Between them, Matsunaka, Arai (43), Iwamura (30) and Wada (27) hit 146 home runs and drove in 386 runs.
That would make some kind of middle-of-the-lineup production.
Mariners right fielder Ichiro Suzuki -- the first position player from Japan to come to the Major Leagues and perform at an All-Star level -- joins right-handed reliever Akinori Otsuka of the Padres and White Sox second baseman Tadahito Iguchi on the list of potential players.
Yankees outfielder Hideki Matsui is not on the list, but he still may decide to play.
The inclusion of four Japanese Major Leaguers brings to more than 180 the number of MLB players that have committed to playing in the three-week event, which begins March 3 at the Tokyo Dome and ends with the championship game on March 20 at PETCO Park in San Diego.
Oh is the all-time king with 868 career home runs and is currently a manager for the Softbank Hawks. Kazuhiro Takeda is the pitching coach, Hatsuhiko Tsuji is the infield coach and Yasunori Ohshima is the hitting coach.
Toshiya Sugiuchi, who compiled an 18-4 record and 2.11 ERA for the Hawks during the 2005 season, leads the list of potential pitchers available to Oh.
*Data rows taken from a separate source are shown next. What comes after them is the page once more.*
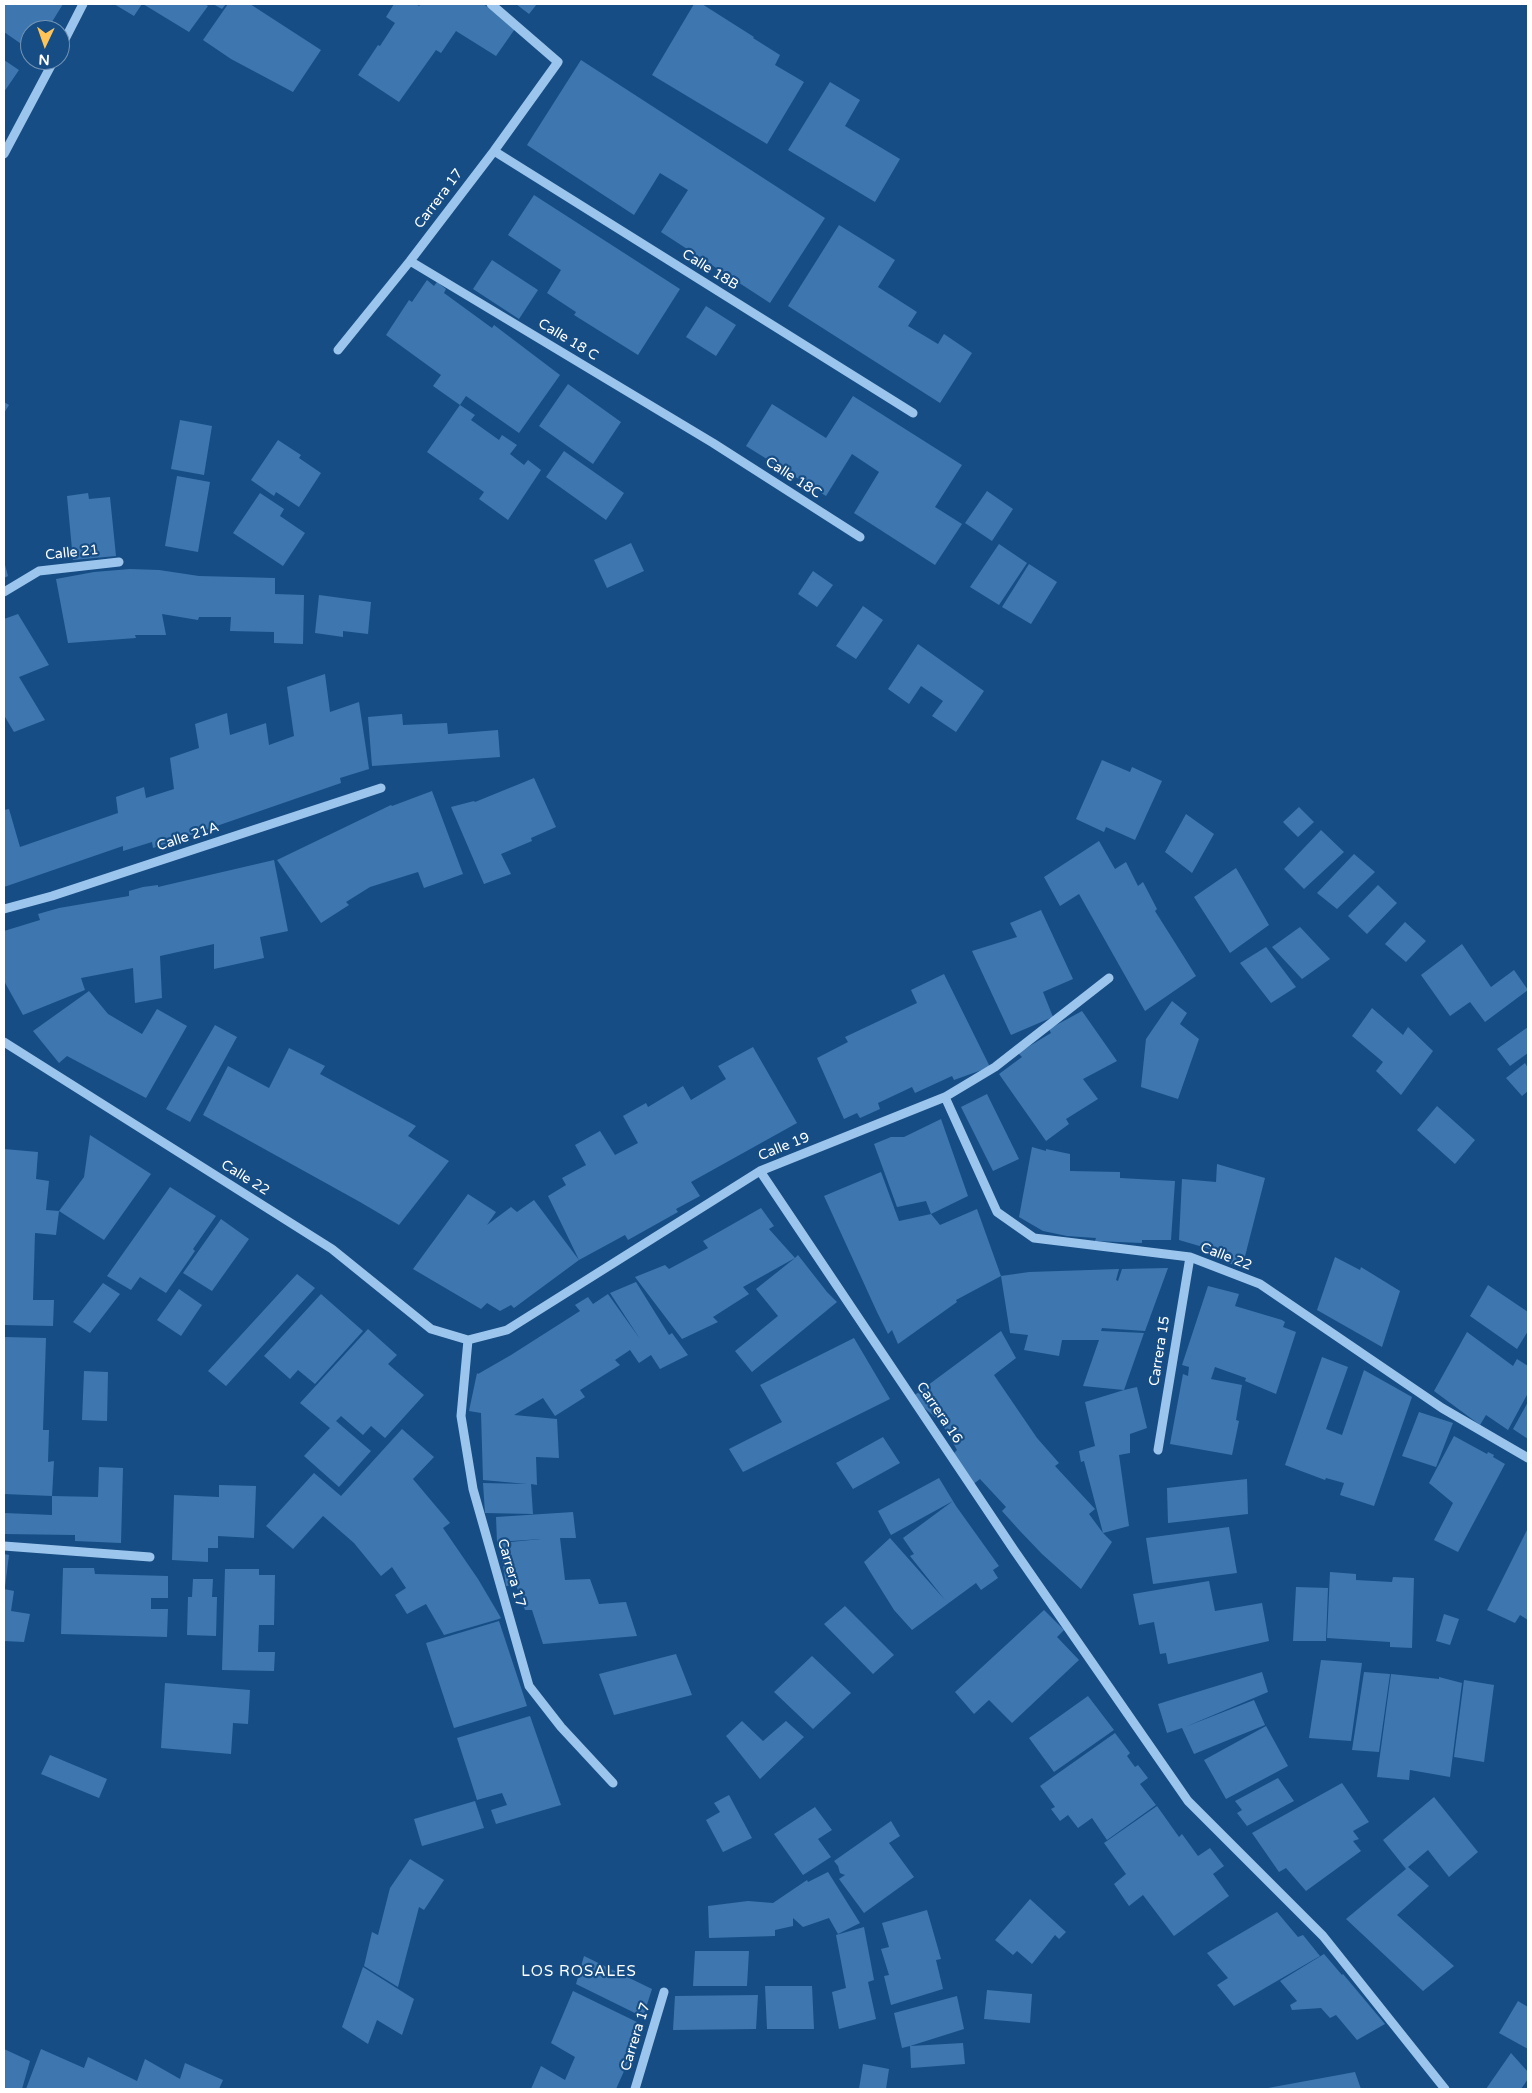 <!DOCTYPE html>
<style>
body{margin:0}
#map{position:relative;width:1532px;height:2093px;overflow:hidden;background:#164d85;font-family:"Varela Round",sans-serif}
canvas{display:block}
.frame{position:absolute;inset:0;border:5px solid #fff;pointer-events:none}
.north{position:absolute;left:20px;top:20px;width:50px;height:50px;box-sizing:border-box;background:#164d85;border:1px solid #7394b6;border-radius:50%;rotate:183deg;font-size:14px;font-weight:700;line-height:20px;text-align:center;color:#fff}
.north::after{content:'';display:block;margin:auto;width:18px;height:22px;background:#ffc457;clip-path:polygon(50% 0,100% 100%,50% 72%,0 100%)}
</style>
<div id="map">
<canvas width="1532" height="2093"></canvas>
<div class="frame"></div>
<div class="north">N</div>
</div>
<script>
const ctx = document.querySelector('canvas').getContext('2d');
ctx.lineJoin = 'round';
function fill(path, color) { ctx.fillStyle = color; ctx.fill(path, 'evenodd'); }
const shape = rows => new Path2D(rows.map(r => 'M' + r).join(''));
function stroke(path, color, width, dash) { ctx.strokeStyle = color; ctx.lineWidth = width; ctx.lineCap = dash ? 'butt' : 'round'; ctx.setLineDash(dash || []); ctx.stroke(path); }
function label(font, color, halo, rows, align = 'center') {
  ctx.font = font + ' "Varela Round",sans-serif'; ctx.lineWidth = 4.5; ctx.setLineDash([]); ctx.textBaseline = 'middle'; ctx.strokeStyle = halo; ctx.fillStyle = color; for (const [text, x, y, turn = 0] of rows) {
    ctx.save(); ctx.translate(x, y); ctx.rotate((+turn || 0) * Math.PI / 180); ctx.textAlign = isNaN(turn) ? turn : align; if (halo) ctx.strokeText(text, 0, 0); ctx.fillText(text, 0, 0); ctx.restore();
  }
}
const building = shape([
 [4,4,63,4,47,30,30,30,30,50,4,32],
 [114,4,142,4,134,16],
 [143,4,205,4,208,6,189,32],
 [213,4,226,4,222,9],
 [228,4,250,4,321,50,293,92,231,59,203,40],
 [394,4,416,4,419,6,421,4,483,4,517,26,496,56,456,31,441,53,436,50,399,102,358,75,378,45,380,46,395,23,386,17],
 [516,4,537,4,529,14],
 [694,4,702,4,754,37,753,38,780,55,775,65,804,82,767,144,652,75],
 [4,60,19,70,4,92],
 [581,60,825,218,770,303,661,232,688,190,660,173,634,215,527,145],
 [830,82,860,100,845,126,900,159,875,202,788,150],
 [534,195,680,289,638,355,574,315,576,312,547,293,561,270,508,235],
 [839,225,895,260,878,287,917,312,908,326,938,344,944,334,972,353,940,403,788,306],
 [492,260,538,290,519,319,473,289],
 [427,280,434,286,437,282,446,289,444,293,492,328,494,325,560,375,519,433,466,396,460,405,433,386,441,375,386,335,409,300,412,302],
 [706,306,736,325,716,356,686,337],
 [568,384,621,422,593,464,539,426],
 [853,396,962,465,935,507,962,524,935,565,854,513,879,472,852,454,826,496,746,446,772,404,826,438],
 [4,402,9,405,4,413],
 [460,405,475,415,471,420,499,440,502,435,517,445,510,454,524,465,528,460,541,470,508,520,479,499,484,492,427,452],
 [180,420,212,426,204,475,171,469],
 [278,440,301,455,299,458,321,473,299,507,276,492,274,496,251,480],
 [564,451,624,493,606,520,546,477],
 [177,476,210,482,198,552,165,546],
 [987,491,1013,509,992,541,965,523],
 [88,493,89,499,110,497,116,556,73,560,67,496],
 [260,493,284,509,280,516,305,533,283,566,233,533],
 [631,543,644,571,607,588,594,560],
 [999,544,1027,563,999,605,970,587],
 [4,561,8,576,4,578],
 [1029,564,1057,582,1031,624,1002,607],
 [130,569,159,570,199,576,275,578,275,594,304,595,303,644,274,643,274,632,230,631,231,617,199,617,198,620,162,614,166,635,135,635,136,638,68,643,56,579,94,572],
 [813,571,833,585,817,607,798,594],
 [319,595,371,602,368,634,343,631,343,637,315,633],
 [863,606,883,620,856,659,836,646],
 [18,614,49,665,19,677,45,720,14,732,5,717,4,718,4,619],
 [918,644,984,691,956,732,932,716,943,701,921,686,909,704,888,689],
 [325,674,330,712,359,702,369,769,340,778,341,783,153,848,152,842,123,851,123,846,4,887,4,810,9,809,20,847,118,813,116,797,144,787,146,798,174,789,170,758,199,748,195,724,227,713,230,735,266,723,269,745,294,736,287,687],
 [402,714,403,725,447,723,448,734,498,730,500,757,372,766,368,717],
 [1102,760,1130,772,1132,767,1162,781,1135,840,1106,827,1104,832,1076,819],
 [534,778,556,827,531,838,532,841,501,854,511,874,484,884,451,807,474,801,475,802],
 [432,791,463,874,424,888,418,872,370,887,346,902,349,905,321,923,277,860,391,805,392,806],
 [1299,807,1314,822,1298,837,1283,822],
 [1186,814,1214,834,1192,873,1165,852],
 [1321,830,1344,852,1304,889,1284,869],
 [1099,841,1115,869,1126,862,1138,886,1143,882,1157,909,1155,911,1196,976,1145,1011,1079,894,1060,906,1044,877],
 [1354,854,1375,872,1337,909,1317,893],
 [274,860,288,931,260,937,264,958,214,969,214,944,160,956,162,998,135,1003,133,968,81,978,85,990,23,1015,4,981,4,931,40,920,38,914,59,908,129,896,129,891,143,887,158,885,158,887],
 [1236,868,1269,925,1230,953,1194,897],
 [1378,885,1397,903,1367,934,1348,916],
 [1041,910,1073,979,1043,992,1053,1017,1011,1035,972,951,1017,937,1010,923],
 [1405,922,1426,941,1406,962,1385,944],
 [1300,927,1330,959,1302,979,1272,947],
 [1462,944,1491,987,1514,970,1528,990,1485,1022,1470,1002,1450,1016,1421,975],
 [1266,947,1296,987,1271,1003,1240,963],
 [944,974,990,1067,954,1080,952,1076,915,1093,912,1087,878,1103,880,1109,860,1118,857,1113,844,1119,817,1058,848,1042,845,1037,917,1003,911,990],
 [89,991,108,1014,142,1034,157,1009,187,1026,146,1098,67,1056,59,1063,33,1031],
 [1172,1001,1187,1013,1180,1024,1199,1039,1178,1099,1141,1087,1146,1039],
 [1372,1008,1403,1035,1408,1027,1433,1051,1401,1095,1376,1071,1383,1062,1352,1036],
 [1082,1011,1117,1061,1083,1079,1098,1099,1066,1119,1069,1124,1046,1141,999,1074,1022,1057,1018,1053,1051,1033,1049,1029],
 [215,1025,237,1037,190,1122,166,1109],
 [1528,1027,1528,1053,1510,1066,1497,1049],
 [753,1047,797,1123,691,1182,700,1196,676,1209,678,1212,628,1240,625,1235,579,1260,514,1308,511,1305,500,1311,487,1303,481,1309,413,1269,468,1194,496,1212,487,1225,511,1207,517,1212,534,1200,579,1260,548,1196,566,1185,562,1178,586,1165,575,1145,600,1131,615,1155,638,1143,623,1116,646,1103,648,1107,683,1086,691,1100,726,1079,718,1066],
 [289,1048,325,1066,320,1074,416,1126,408,1136,449,1161,399,1225,360,1202,203,1115,228,1066,269,1088],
 [1525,1063,1528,1068,1528,1091,1522,1096,1506,1078],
 [987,1094,1019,1159,993,1171,961,1107],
 [1437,1106,1475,1140,1455,1164,1417,1130],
 [941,1119,968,1196,931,1214,940,1225,977,1209,1001,1276,1029,1272,1119,1269,1116,1280,1118,1281,1122,1269,1168,1268,1145,1331,1102,1328,1101,1331,1144,1333,1124,1390,1137,1387,1147,1428,1130,1434,1130,1453,1119,1455,1129,1526,1103,1533,1112,1542,1081,1589,1042,1554,1020,1531,1002,1511,1006,1507,980,1479,972,1485,954,1453,957,1450,938,1417,937,1419,912,1397,1001,1331,1016,1358,994,1375,1037,1438,1059,1463,1055,1466,1095,1509,1089,1514,1103,1533,1084,1461,1081,1462,1079,1451,1095,1446,1085,1402,1124,1390,1083,1386,1099,1340,1062,1340,1059,1356,1024,1350,1028,1335,1010,1333,1001,1276,956,1300,957,1302,898,1344,892,1330,888,1334,877,1312,824,1196,881,1172,899,1221,931,1214,926,1201,897,1207,874,1144,891,1137,904,1137],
 [90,1135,151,1174,104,1240,59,1211,84,1177],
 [1032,1147,1046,1151,1046,1149,1070,1154,1070,1171,1120,1172,1120,1178,1175,1181,1171,1240,1142,1240,1142,1243,1095,1241,1096,1238,1067,1236,1043,1231,1019,1217],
 [4,1149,38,1152,36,1179,49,1181,46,1210,59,1211,56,1235,35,1233,33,1300,54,1300,53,1326,4,1325],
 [1217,1164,1265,1178,1242,1268,1213,1257,1213,1250,1179,1240,1182,1179,1216,1182],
 [170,1187,216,1216,193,1249,195,1251,166,1293,140,1277,131,1290,107,1276],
 [761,1208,774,1226,769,1229,795,1258,798,1255,827,1292,837,1302,752,1372,735,1351,778,1316,756,1289,795,1258,743,1287,749,1294,713,1317,718,1322,682,1339,635,1277,665,1265,669,1269,708,1248,703,1241],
 [221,1219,249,1239,212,1291,183,1273],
 [1335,1257,1360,1270,1361,1267,1400,1291,1382,1347,1317,1310],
 [297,1274,315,1288,226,1386,208,1371],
 [636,1282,669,1335,672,1333,688,1355,660,1369,651,1355,639,1363,630,1350,615,1360,620,1365,580,1390,585,1397,555,1416,543,1398,514,1415,557,1419,559,1458,536,1457,537,1485,531,1484,533,1514,485,1513,483,1483,527,1484,483,1480,481,1413,469,1411,477,1373,478,1374,511,1355,580,1311,575,1305,588,1297,593,1304,608,1294,640,1339,610,1293],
 [103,1283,120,1294,90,1333,73,1322],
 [1488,1285,1528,1312,1528,1331,1517,1349,1470,1316],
 [1208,1286,1239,1294,1235,1306,1282,1320,1285,1322,1283,1327,1296,1332,1276,1394,1245,1381,1246,1378,1215,1367,1211,1379,1242,1385,1236,1420,1239,1421,1232,1455,1170,1444,1183,1374,1188,1376,1189,1367,1182,1365],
 [179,1289,202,1305,181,1336,157,1320],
 [321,1294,363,1331,315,1384,298,1370,290,1379,264,1356],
 [368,1329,397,1355,388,1364,424,1395,385,1438,371,1426,363,1435,341,1416,336,1421,371,1451,339,1487,304,1456,330,1428,300,1403],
 [1467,1332,1513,1366,1517,1359,1528,1366,1528,1393,1508,1430,1486,1415,1480,1425,1434,1391],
 [4,1337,46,1338,43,1430,49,1430,48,1462,54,1461,52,1496,4,1494],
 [854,1338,890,1399,743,1472,729,1449,782,1422,760,1385],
 [1322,1357,1348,1367,1326,1429,1342,1435,1364,1370,1412,1397,1374,1506,1340,1495,1344,1483,1326,1478,1325,1480,1285,1465],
 [84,1371,108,1372,107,1421,82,1420],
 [1528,1402,1528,1439,1513,1429],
 [1419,1412,1453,1423,1436,1467,1402,1456],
 [402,1429,434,1457,413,1479,450,1523,443,1528,478,1579,501,1618,499,1619,444,1635,426,1604,407,1614,395,1595,406,1588,392,1567,381,1576,354,1543,323,1516,293,1549,266,1526,314,1473,341,1496],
 [1454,1436,1487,1454,1488,1452,1494,1455,1493,1457,1505,1464,1458,1552,1434,1540,1453,1503,1429,1483],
 [883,1437,900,1463,853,1489,836,1463],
 [99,1467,123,1468,121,1543,75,1541,75,1535,4,1534,4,1513,52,1515,52,1496,98,1497],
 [939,1478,956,1506,999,1566,993,1570,998,1578,981,1590,976,1583,912,1630,894,1610,864,1562,890,1538,945,1600,910,1556,914,1554,903,1538,953,1501,891,1535,878,1511],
 [1247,1479,1248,1514,1168,1523,1167,1488],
 [219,1485,256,1486,254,1538,218,1536,218,1548,208,1548,208,1562,172,1560,174,1495,219,1497],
 [573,1512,576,1538,560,1538,565,1580,590,1579,599,1604,626,1602,637,1636,543,1644,532,1610,525,1610,516,1585,506,1586,500,1543,541,1539,497,1542,496,1517],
 [1229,1527,1237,1573,1153,1584,1146,1538],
 [1528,1528,1528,1620,1520,1615,1515,1623,1487,1610],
 [4,1554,9,1555,5,1587,4,1587],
 [63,1568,94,1568,95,1574,168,1576,168,1598,151,1598,151,1609,168,1609,167,1637,61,1634],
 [225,1569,259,1569,259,1575,275,1575,274,1625,259,1625,258,1652,275,1652,274,1671,222,1670],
 [1330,1572,1356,1574,1356,1580,1392,1582,1393,1577,1414,1578,1412,1648,1390,1647,1390,1642,1327,1638],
 [193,1579,213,1579,212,1597,217,1597,216,1636,187,1635,188,1597,192,1597],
 [1209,1581,1215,1611,1262,1603,1269,1641,1168,1664,1166,1653,1160,1654,1154,1622,1139,1625,1133,1594],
 [1296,1587,1328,1588,1326,1641,1293,1641],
 [4,1589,14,1591,11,1611,30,1614,24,1642,4,1641],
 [845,1606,894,1655,873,1674,824,1624],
 [1044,1610,1064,1630,1057,1637,1079,1660,1012,1723,989,1700,974,1714,955,1692],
 [1444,1614,1459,1619,1450,1645,1436,1641],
 [499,1621,527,1706,454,1728,426,1643],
 [676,1654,692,1695,614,1715,599,1674],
 [812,1656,851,1693,813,1729,774,1692],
 [1321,1660,1362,1663,1351,1741,1309,1738],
 [1262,1672,1268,1692,1185,1727,1254,1700,1265,1725,1194,1754,1182,1728,1167,1733,1158,1704],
 [1364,1672,1390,1674,1379,1752,1352,1750],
 [1391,1674,1439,1679,1439,1677,1462,1683,1450,1777,1410,1770,1409,1780,1377,1777],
 [1464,1680,1494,1685,1484,1762,1454,1757],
 [165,1683,250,1690,248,1724,233,1723,231,1754,161,1748],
 [1088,1696,1114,1730,1054,1772,1029,1738],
 [530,1716,561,1805,496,1824,491,1810,507,1805,502,1793,477,1800,457,1738],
 [742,1721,763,1741,786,1721,804,1737,760,1779,726,1736],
 [1266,1726,1288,1766,1226,1799,1204,1760],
 [1115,1733,1130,1753,1127,1756,1135,1767,1138,1765,1148,1778,1140,1784,1156,1805,1107,1840,1092,1818,1078,1828,1068,1815,1060,1821,1051,1809,1055,1807,1040,1786],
 [50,1755,107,1779,99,1798,41,1774],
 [1278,1778,1294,1801,1247,1826,1237,1813,1242,1810,1235,1801],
 [1342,1783,1369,1822,1353,1831,1359,1839,1353,1841,1361,1851,1306,1891,1286,1868,1279,1872,1252,1833],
 [729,1795,752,1838,723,1852,706,1820,720,1812,714,1803],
 [1434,1797,1478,1852,1449,1877,1428,1850,1408,1867,1429,1886,1397,1915,1454,1966,1423,1991,1346,1919,1406,1869,1383,1840],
 [475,1801,484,1828,422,1846,414,1819],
 [1157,1806,1179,1837,1182,1834,1198,1856,1210,1848,1224,1866,1213,1874,1229,1896,1174,1936,1143,1895,1129,1906,1114,1884,1126,1874,1104,1843],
 [815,1807,832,1830,818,1839,831,1857,803,1875,774,1834],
 [891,1821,900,1836,889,1843,914,1877,864,1913,839,1879,845,1875,840,1873,838,1866,834,1861],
 [410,1859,444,1880,424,1910,419,1907,398,1987,364,1966,372,1932,378,1935,390,1888],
 [828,1872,860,1923,838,1934,829,1918,803,1927,793,1918,793,1926,775,1930,775,1936,709,1938,708,1906,748,1901,773,1903,807,1880,808,1882],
 [1030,1899,1066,1932,1059,1939,1055,1935,1032,1964,1017,1951,1013,1955,995,1940],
 [927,1910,941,1959,936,1960,943,1989,891,2005,884,1976,889,1975,881,1949,889,1947,882,1923],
 [1277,1912,1298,1937,1303,1935,1320,1956,1234,2006,1217,1985,1228,1978,1207,1953],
 [864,1927,874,1980,868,1982,876,2019,839,2029,832,1992,846,1988,836,1935],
 [695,1951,749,1951,747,1986,693,1986],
 [1324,1954,1342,1975,1343,1974,1385,2024,1357,2040,1336,2015,1330,2018,1321,2008,1292,2010,1290,2005,1297,2001,1280,1981],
 [584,1956,652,1989,643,2017,576,1984],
 [363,1967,414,1999,402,2035,377,2020,368,2044,342,2027],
 [765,1986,812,1986,814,2029,767,2029],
 [987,1990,1032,1994,1030,2023,984,2019],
 [573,1991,641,2024,635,2043,637,2045,631,2061,629,2060,616,2089,531,2089,541,2066,565,2080,575,2057,551,2043],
 [758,1995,756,2029,673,2030,675,1996],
 [957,1996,964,2029,910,2046,963,2043,965,2064,911,2068,910,2046,902,2048,894,2013],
 [1518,2001,1528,2007,1528,2049,1499,2033],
 [4,2049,30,2061,22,2089,4,2089],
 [41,2049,84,2068,88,2057,137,2081,145,2059,180,2079,185,2063,223,2080,219,2089,26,2089],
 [1511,2053,1528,2072,1528,2079,1521,2089,1486,2089],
 [863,2064,889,2069,886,2089,859,2089],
 [1355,2072,1361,2089,1268,2089,1268,2088]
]);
const minor = shape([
 [60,49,83,4],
 [494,151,913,413],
 [4,154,54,60],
 [410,261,713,443,860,537],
 [338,350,410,261,494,151,558,62,491,4],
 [4,592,39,571,119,562],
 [4,909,52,896,381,788],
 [4,1042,332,1249,431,1329,468,1340,507,1330,760,1171,945,1097,995,1067,1109,978],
 [945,1097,997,1212,1034,1238,1190,1257,1260,1284,1442,1408,1528,1458],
 [760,1171,1014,1550,1188,1801,1323,1936,1445,2089],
 [468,1340,461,1416,473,1489,529,1686,561,1727,613,1783],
 [1158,1450,1190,1257],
 [4,1546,150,1557],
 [635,2089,664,1992]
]);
const streetNames = [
 ["Carrera 17",439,199,-53],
 ["Calle 18B",710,270,32],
 ["Calle 18 C",568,340,31],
 ["Calle 18C",793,478,33],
 ["Calle 21",72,553,-6],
 ["Calle 21A",188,837,-18],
 ["Calle 19",784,1147,-22],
 ["Calle 22",245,1178,32],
 ["Calle 22",1226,1257,21],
 ["Carrera 15",1160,1351,-81],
 ["Carrera 16",939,1413,56],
 ["Carrera 17",511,1573,74],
 ["Carrera 17",636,2037,-73]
];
const neighbourhoodNames = [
 ["LOS ROSALES",579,1972]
];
fill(building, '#3e77af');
stroke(minor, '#9bc5ed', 9);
label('14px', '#fff', '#164d85', streetNames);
ctx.letterSpacing = '1px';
label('15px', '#fff', '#164d85', neighbourhoodNames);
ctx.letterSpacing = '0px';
</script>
Shunsuke Watanabe of the Chiba Lotte Marines (15-4, 2.17 ERA) also is on the list of prospective hurlers. Both played for teams in the Pacific League.
Central League standout pitchers on the list include Hiroki Kuroda, who was 15-12 with a 3.17 ERA for the Carp, and Koji Uehara of the Yomiuri Giants. He had a record of 9-12 and a 3.13 ERA last season.
Ichiro, who starred for the Orix BlueWave for 10 years before joining the Mariners in 2001, finished the 2005 season with 206 hits, 15 homers, 68 RBIs and a .303 batting average. He's amassed at least 200 hits in each of his five Major League seasons.
Iguchi batted .278 with 15 home runs and drove in 71 runs for the World Series champion White Sox, and he was a star in the postseason.
Each team's ultimate 30-man roster must be finalized 24 hours prior to the start of the tournament.
Final rosters must include a minimum of 13 pitchers and three catchers. MLB has committed to 60 percent of the players having either a Major League or Minor League contract. The breakdown would be no more than 10 players on the 25-man roster of each Major League team and four more from the expanded 40-man rosters, said Paul Archey, MLB's vice president of international baseball operations.